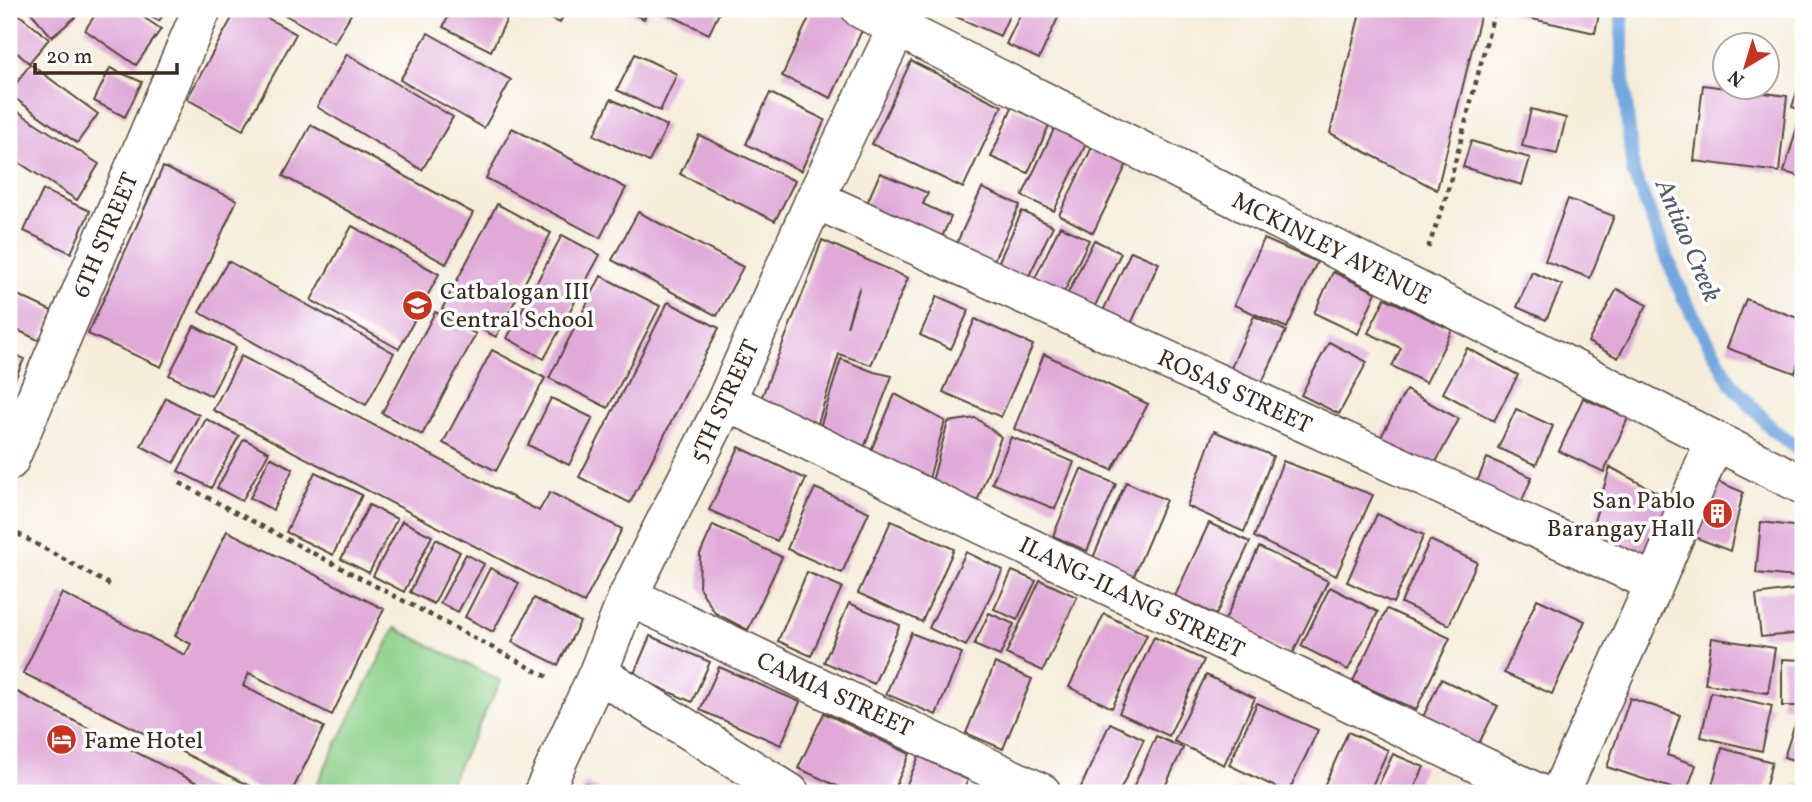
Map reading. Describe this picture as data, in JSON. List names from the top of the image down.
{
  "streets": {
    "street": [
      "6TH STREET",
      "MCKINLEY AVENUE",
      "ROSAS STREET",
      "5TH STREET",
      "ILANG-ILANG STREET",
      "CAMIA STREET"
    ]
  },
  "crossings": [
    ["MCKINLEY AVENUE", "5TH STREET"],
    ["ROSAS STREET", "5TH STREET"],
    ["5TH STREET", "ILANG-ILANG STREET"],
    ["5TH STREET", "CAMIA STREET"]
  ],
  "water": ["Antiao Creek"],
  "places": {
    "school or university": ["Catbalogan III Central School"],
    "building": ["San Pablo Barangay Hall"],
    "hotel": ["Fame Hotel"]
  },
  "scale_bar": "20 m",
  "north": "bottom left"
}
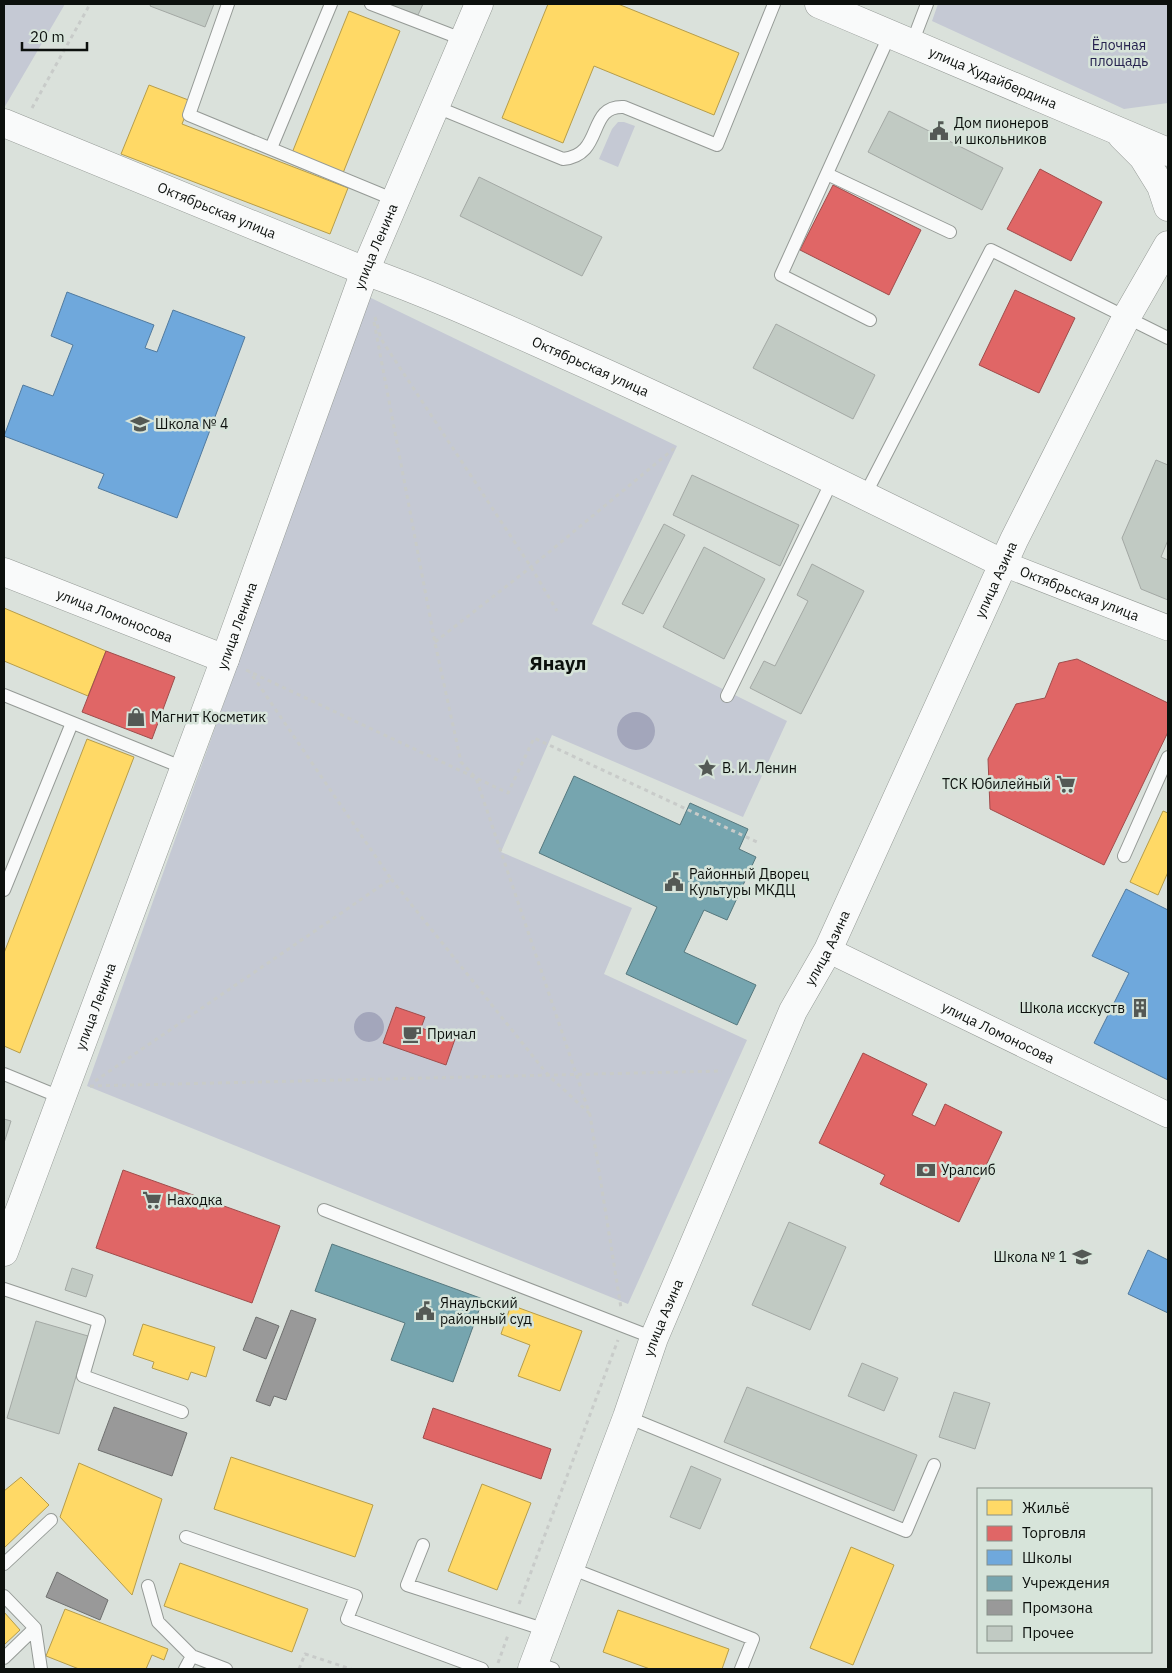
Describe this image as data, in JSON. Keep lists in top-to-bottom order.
---
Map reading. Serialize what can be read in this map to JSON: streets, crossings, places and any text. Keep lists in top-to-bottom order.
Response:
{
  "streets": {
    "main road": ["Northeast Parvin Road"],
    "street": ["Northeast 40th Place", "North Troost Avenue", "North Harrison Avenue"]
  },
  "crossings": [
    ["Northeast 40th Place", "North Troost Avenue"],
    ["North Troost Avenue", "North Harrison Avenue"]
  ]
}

#### [PROBLEM DESCRIPTION]
Examine the records and pull out every line where the string "order" occurs.

#### [TASK ANSWER]
Describe this image as data, in JSON. Keep lists in top-to-bottom order.
Map reading. Serialize what can be read in this map to JSON: streets, crossings, places and any text. Keep lists in top-to-bottom order.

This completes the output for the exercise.